This is part three of a four-part primer on eating disorders provided by eating-disorders specialist Isabelle Tierney, M.A., LMFT, BHSP.  For more information about Isabelle Tierney’s programs and services visit  To schedule a consultation, seminar, or interview, call 303-817-6912.
Treatment possibilities vary widely, though the effectiveness of many approaches is not necessarily corroborated by science. Alternative approaches are being explored with anecdotal success, but clinical research has not kept up with these new (or in some cases traditional) approaches. Following is an overview of what research is able to tell us about effective treatments for those with eating disorders:
FAMILY THERAPY: Family therapy is the most successful type of treatment IF the child is under 18 AND lives at home
COGNITIVE BEHAVIORAL THERAPY: Cognitive-behavioral therapy has been studied extensively and offers strong positive initial outcomes but does not necessarily have promising long-term outcomes
DBT: Dialectical Behavior Therapy is increasingly used in hospitals and clinics with some success
INTENSIVE SUPPORT: The more support the client receives, the better her potential for recovery: a combination of individual, group, and family therapy is ideal (e.g. that provided by a residential treatment program)
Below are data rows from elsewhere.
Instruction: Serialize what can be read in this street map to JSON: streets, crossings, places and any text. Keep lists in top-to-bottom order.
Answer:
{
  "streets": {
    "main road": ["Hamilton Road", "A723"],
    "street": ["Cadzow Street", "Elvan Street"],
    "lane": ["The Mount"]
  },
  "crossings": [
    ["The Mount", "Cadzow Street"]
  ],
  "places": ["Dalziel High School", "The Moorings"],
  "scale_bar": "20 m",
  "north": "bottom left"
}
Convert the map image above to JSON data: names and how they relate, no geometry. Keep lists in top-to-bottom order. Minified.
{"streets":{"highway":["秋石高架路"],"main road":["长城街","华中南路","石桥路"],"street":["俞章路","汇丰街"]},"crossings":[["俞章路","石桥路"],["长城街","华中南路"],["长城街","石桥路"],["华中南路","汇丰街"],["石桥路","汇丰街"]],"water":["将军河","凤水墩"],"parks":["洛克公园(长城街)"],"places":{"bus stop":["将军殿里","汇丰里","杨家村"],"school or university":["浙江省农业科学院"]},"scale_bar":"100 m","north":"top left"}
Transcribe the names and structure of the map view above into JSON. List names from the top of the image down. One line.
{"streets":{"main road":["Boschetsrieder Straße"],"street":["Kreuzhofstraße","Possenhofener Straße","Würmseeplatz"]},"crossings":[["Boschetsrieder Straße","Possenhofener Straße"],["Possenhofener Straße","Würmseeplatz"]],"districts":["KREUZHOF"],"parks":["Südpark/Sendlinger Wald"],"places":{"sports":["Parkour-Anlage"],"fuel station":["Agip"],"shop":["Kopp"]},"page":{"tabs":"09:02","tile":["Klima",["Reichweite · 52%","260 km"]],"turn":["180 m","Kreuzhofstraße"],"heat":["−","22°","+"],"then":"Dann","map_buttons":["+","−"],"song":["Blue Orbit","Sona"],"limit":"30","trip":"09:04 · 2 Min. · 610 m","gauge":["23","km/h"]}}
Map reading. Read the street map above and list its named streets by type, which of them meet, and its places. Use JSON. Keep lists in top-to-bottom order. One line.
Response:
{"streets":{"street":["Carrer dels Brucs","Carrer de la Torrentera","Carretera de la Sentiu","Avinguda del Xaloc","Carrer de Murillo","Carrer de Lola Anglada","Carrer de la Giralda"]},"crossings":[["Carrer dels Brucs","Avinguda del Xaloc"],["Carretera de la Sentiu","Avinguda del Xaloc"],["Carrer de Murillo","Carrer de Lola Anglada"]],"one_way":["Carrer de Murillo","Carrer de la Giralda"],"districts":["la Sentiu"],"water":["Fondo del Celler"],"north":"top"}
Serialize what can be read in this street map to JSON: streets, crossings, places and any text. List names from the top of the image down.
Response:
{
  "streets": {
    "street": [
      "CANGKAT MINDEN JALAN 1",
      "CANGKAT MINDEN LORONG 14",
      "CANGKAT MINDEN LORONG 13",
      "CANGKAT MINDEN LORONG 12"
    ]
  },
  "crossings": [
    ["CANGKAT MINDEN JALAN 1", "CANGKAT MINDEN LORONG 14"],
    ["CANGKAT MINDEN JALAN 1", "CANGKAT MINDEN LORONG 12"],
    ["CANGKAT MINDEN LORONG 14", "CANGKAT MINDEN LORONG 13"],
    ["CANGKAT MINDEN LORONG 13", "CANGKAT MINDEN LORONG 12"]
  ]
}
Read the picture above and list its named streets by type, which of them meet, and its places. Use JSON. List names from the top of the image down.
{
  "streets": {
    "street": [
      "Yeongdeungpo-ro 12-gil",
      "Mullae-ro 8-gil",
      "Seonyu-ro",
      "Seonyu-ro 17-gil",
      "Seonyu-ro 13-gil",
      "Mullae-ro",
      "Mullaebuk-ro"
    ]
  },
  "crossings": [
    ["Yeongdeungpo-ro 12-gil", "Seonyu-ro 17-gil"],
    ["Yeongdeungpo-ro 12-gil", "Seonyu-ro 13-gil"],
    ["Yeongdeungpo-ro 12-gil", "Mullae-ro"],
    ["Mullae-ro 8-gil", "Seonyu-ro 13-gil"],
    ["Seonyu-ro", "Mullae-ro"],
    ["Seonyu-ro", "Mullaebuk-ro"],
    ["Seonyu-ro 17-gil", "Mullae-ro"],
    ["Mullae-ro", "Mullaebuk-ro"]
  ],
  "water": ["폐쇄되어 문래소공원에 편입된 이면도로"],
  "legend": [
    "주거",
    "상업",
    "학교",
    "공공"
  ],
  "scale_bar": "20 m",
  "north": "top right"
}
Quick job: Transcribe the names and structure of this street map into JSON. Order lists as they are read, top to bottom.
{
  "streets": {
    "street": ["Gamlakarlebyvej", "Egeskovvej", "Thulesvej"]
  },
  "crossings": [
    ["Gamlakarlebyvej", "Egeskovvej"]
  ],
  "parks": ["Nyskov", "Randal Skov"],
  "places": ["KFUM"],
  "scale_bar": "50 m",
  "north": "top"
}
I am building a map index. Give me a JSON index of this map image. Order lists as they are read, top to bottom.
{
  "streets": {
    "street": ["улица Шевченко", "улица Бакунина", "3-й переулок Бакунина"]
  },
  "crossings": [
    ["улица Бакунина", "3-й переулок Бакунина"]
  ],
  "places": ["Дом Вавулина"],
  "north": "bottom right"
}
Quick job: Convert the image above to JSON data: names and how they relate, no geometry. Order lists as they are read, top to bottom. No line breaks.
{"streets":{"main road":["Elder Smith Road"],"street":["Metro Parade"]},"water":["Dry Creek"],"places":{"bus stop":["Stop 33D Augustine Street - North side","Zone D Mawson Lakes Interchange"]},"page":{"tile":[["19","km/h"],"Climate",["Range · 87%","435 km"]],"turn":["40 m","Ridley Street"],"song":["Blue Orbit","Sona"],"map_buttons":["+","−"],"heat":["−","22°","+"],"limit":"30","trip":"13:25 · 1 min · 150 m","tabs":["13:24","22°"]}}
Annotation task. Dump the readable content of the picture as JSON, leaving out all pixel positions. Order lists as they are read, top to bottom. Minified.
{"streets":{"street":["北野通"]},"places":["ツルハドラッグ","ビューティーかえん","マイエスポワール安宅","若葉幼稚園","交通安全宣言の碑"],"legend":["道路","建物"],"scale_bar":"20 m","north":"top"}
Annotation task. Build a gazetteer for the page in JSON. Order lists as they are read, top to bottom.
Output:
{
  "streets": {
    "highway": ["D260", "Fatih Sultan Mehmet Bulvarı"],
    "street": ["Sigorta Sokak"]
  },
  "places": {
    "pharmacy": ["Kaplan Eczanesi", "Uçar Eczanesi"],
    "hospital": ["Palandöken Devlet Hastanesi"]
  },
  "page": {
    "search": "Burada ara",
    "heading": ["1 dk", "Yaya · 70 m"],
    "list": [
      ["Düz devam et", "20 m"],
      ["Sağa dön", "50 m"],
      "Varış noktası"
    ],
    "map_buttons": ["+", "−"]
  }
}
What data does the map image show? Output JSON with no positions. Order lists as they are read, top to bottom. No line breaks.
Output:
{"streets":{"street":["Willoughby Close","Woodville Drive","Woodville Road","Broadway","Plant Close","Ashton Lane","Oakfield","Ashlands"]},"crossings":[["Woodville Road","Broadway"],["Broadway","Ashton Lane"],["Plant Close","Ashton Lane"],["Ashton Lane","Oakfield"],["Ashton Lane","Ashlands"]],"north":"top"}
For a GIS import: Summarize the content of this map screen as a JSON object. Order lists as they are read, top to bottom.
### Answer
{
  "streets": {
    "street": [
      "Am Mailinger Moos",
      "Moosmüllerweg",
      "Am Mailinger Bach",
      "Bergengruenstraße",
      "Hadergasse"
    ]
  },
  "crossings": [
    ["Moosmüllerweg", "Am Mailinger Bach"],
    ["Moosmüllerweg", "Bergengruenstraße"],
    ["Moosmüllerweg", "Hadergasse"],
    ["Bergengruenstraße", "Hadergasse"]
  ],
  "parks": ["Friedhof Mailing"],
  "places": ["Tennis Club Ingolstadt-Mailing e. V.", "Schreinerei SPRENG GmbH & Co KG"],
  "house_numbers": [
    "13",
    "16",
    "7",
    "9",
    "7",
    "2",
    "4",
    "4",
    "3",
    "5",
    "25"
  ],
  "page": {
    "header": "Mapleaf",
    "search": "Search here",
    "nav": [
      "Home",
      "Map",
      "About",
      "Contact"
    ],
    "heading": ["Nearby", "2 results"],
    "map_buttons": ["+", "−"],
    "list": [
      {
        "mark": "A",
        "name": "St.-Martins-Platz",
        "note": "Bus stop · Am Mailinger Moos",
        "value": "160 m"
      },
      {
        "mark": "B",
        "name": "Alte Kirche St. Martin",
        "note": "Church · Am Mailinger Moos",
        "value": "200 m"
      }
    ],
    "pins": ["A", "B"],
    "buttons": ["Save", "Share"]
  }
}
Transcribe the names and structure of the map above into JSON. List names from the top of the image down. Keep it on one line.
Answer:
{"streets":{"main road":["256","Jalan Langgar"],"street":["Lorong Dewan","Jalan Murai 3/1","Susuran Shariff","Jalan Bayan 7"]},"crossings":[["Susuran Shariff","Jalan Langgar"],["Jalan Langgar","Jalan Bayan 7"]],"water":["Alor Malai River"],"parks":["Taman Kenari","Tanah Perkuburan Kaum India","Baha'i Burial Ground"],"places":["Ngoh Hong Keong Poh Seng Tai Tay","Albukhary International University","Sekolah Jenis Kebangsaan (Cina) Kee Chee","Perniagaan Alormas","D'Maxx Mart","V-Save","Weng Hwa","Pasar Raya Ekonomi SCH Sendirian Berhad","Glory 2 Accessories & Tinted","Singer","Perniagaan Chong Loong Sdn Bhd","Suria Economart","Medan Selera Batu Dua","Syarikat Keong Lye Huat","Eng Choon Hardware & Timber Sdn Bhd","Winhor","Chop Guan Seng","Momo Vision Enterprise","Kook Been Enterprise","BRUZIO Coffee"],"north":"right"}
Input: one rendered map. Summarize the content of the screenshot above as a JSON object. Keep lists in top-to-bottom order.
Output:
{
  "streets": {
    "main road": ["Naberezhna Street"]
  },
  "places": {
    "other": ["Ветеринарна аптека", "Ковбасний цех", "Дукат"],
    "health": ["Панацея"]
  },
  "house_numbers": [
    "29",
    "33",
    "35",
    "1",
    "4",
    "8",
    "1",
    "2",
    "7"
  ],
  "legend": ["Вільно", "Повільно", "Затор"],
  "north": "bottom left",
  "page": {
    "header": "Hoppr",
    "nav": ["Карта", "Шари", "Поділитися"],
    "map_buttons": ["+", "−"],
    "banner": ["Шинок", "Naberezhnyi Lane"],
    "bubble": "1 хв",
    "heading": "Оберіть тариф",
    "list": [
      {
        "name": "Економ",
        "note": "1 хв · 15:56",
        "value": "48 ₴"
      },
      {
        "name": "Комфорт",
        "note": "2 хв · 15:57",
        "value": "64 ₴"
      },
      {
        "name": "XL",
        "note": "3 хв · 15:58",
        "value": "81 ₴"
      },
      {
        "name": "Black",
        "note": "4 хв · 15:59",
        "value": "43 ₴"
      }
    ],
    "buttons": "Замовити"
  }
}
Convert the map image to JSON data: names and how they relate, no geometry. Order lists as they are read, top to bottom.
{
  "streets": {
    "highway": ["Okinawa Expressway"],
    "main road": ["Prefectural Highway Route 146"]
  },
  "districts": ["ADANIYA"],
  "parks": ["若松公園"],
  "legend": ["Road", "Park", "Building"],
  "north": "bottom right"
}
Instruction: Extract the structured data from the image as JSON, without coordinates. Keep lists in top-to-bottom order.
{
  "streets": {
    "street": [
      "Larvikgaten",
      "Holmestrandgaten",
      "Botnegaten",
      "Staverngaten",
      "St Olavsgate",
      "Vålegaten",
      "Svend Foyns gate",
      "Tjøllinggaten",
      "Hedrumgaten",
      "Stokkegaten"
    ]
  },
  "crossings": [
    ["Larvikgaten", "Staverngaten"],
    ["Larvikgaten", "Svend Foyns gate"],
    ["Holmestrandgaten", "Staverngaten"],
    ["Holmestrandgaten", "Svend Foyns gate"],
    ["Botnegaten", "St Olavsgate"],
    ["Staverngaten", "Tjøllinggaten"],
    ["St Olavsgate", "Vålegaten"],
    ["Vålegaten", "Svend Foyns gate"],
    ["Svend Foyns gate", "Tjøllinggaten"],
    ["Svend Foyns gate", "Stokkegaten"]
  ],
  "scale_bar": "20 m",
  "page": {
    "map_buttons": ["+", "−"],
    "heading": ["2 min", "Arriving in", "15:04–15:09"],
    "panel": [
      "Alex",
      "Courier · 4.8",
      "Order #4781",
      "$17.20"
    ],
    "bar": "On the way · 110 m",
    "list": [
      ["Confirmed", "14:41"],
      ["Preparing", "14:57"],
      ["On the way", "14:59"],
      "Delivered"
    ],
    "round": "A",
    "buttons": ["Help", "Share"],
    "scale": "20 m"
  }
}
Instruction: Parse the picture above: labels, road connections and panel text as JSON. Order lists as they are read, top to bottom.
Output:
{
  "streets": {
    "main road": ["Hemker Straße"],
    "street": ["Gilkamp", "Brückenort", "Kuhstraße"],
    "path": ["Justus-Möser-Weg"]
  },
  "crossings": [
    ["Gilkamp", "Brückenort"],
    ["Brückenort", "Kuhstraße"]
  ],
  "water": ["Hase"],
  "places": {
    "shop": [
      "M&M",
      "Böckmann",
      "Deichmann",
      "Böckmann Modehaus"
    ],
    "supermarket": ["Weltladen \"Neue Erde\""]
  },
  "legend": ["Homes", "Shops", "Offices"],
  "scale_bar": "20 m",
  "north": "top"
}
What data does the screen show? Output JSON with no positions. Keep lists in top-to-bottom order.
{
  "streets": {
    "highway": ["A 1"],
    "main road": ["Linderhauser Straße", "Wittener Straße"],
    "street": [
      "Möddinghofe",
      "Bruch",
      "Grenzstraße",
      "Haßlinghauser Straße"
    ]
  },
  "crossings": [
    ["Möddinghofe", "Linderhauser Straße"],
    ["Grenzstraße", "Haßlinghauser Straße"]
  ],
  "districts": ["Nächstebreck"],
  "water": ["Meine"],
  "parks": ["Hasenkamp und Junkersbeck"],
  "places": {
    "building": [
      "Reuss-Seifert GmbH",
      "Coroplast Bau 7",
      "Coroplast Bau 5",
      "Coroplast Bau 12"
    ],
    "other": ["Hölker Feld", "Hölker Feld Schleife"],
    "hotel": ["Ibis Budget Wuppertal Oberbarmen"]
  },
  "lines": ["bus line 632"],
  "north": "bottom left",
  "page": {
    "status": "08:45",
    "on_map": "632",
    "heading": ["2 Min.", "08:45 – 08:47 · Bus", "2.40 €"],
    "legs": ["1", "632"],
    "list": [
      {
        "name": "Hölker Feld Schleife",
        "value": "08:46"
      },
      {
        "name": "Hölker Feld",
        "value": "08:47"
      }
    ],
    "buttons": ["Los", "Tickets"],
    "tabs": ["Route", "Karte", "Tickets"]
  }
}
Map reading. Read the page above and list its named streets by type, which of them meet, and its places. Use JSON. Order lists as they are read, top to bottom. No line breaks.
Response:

ADJUNCT THERAPIES: Other therapies are proving successful as adjunct treatments for eating disorders, including art therapy, equine therapy, energy healing, and massage therapy, to name a few
PHARMACEUTICAL TREATMENT: Pharmaceutical treatments can be effective for some but not all; SSRIs (anti-depressants) work especially well with bulimics
GENETICS: Money is being poured into research to explore the idea that a person’s risk for developing eating disorders is genetic; the latest such study showed that more than half (56%) of a person’s risk for developing anorexia is determined by genes, with environmental factors determining the rest
There are thousands of ways to combine therapeutic modalities to create an individualized treatment strategy for those suffering from anorexia, bulimia, and EDNOS (eating disorders not otherwise specified), but the length of this article does not allow me to elaborate on these.